== INPUT MATERIAL ==

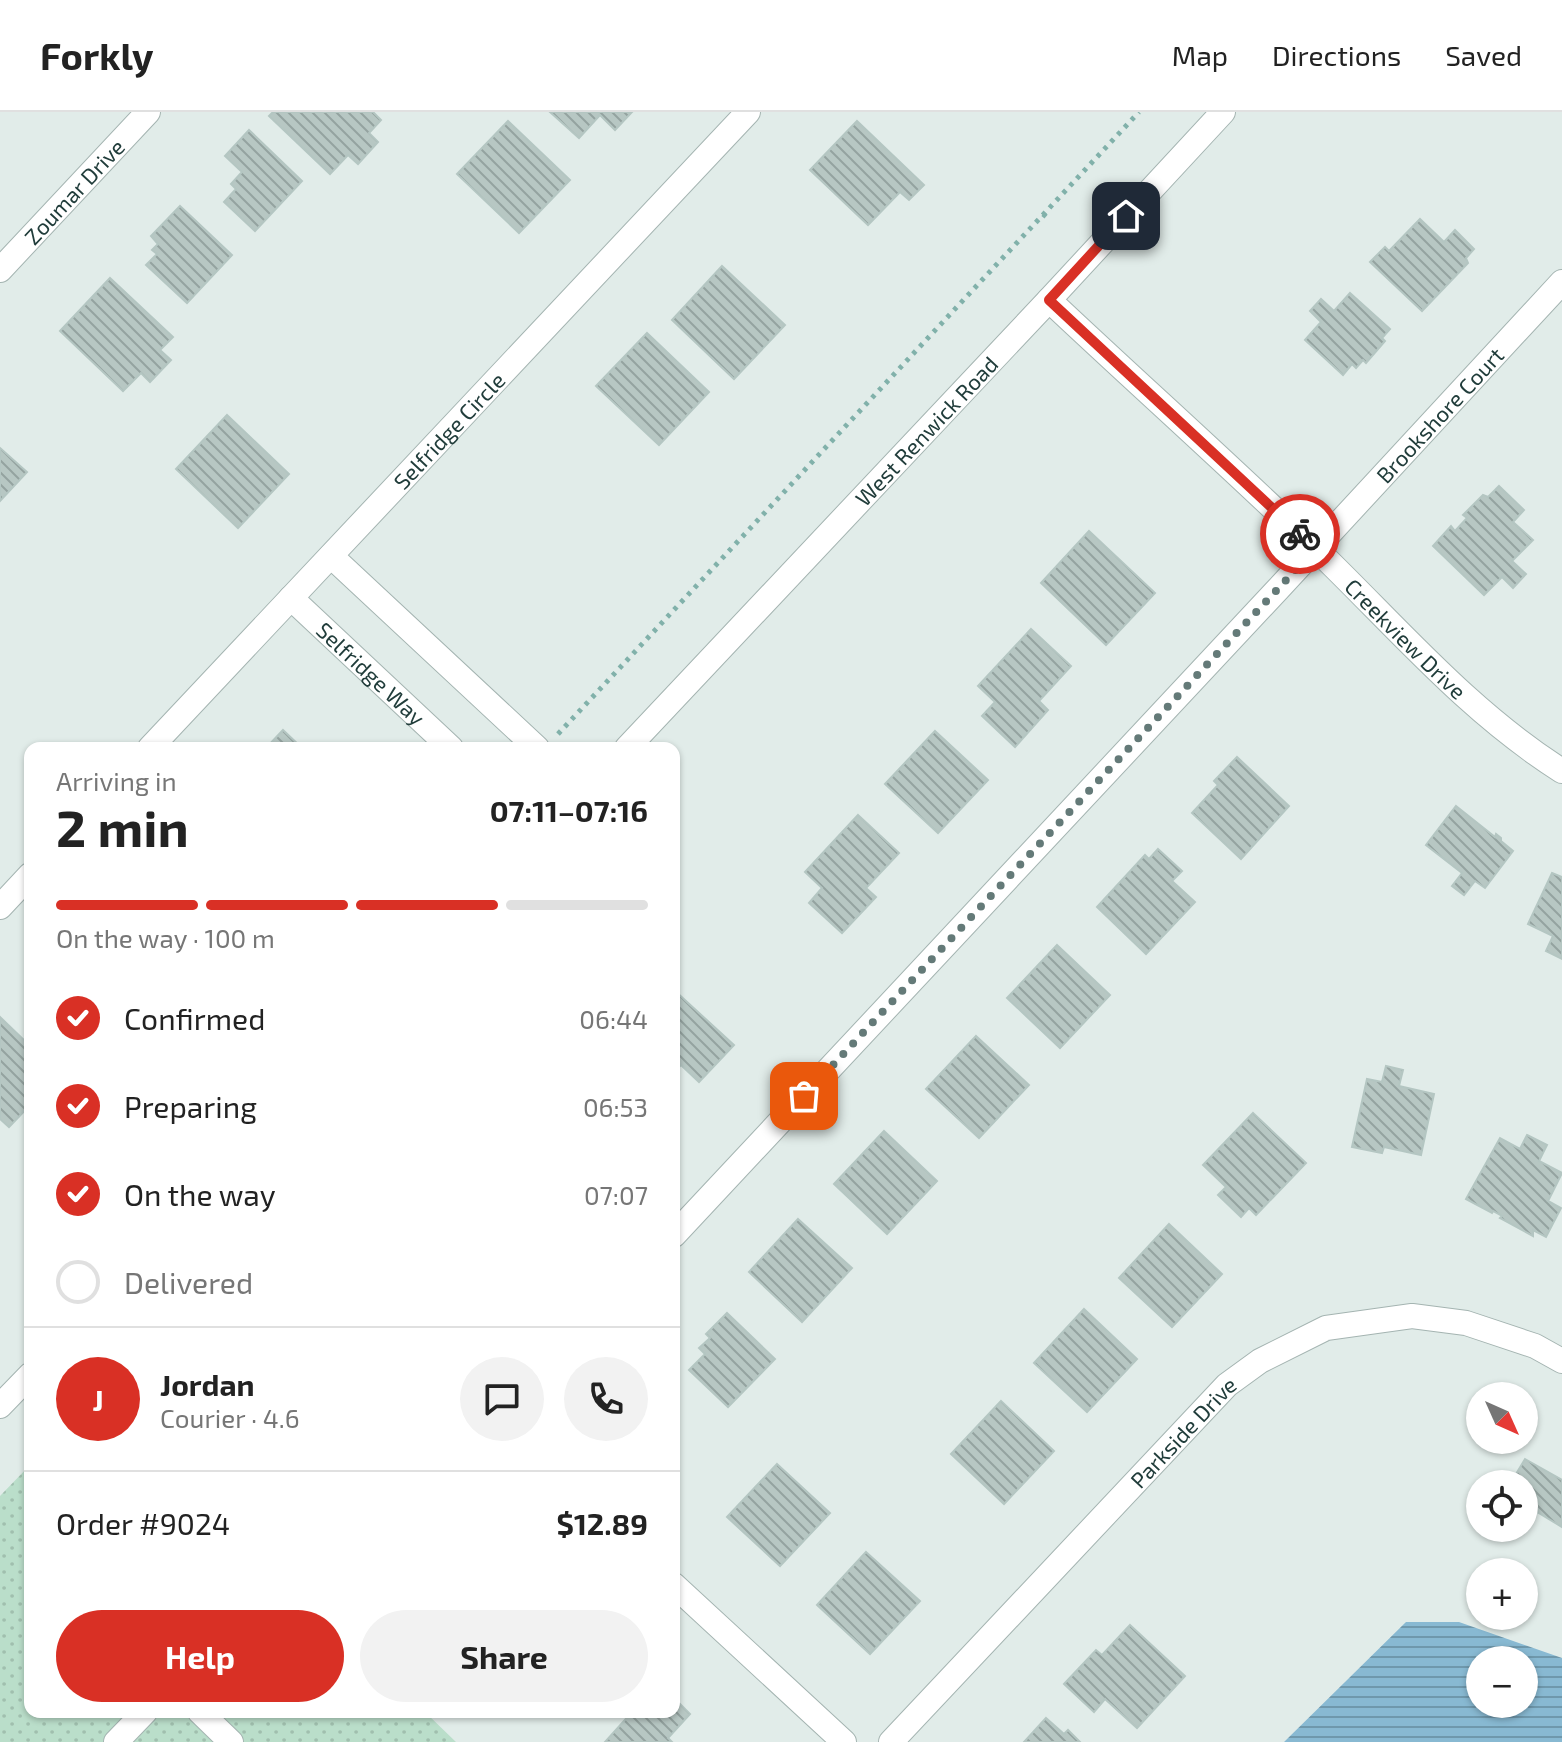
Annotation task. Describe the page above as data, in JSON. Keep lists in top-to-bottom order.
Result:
{
  "streets": {
    "street": [
      "Zoumar Drive",
      "Brookshore Court",
      "Selfridge Circle",
      "West Renwick Road",
      "Creekview Drive",
      "Selfridge Way",
      "Parkside Drive"
    ]
  },
  "crossings": [
    ["Brookshore Court", "Creekview Drive"],
    ["Selfridge Circle", "Selfridge Way"],
    ["West Renwick Road", "Creekview Drive"]
  ],
  "north": "bottom right",
  "page": {
    "header": "Forkly",
    "nav": ["Map", "Directions", "Saved"],
    "heading": ["2 min", "Arriving in", "07:11–07:16"],
    "panel": [
      "Jordan",
      "Courier · 4.6",
      "Order #9024",
      "$12.89"
    ],
    "bar": "On the way · 100 m",
    "list": [
      ["Confirmed", "06:44"],
      ["Preparing", "06:53"],
      ["On the way", "07:07"],
      "Delivered"
    ],
    "round": "J",
    "map_buttons": ["+", "−"],
    "buttons": ["Help", "Share"]
  }
}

===

# EXERCISE BRIEF
All lines of the data above that include the word "Brookshore" must be shown.

# RESULT OF THIS TASK
      "Brookshore Court",
    ["Brookshore Court", "Creekview Drive"],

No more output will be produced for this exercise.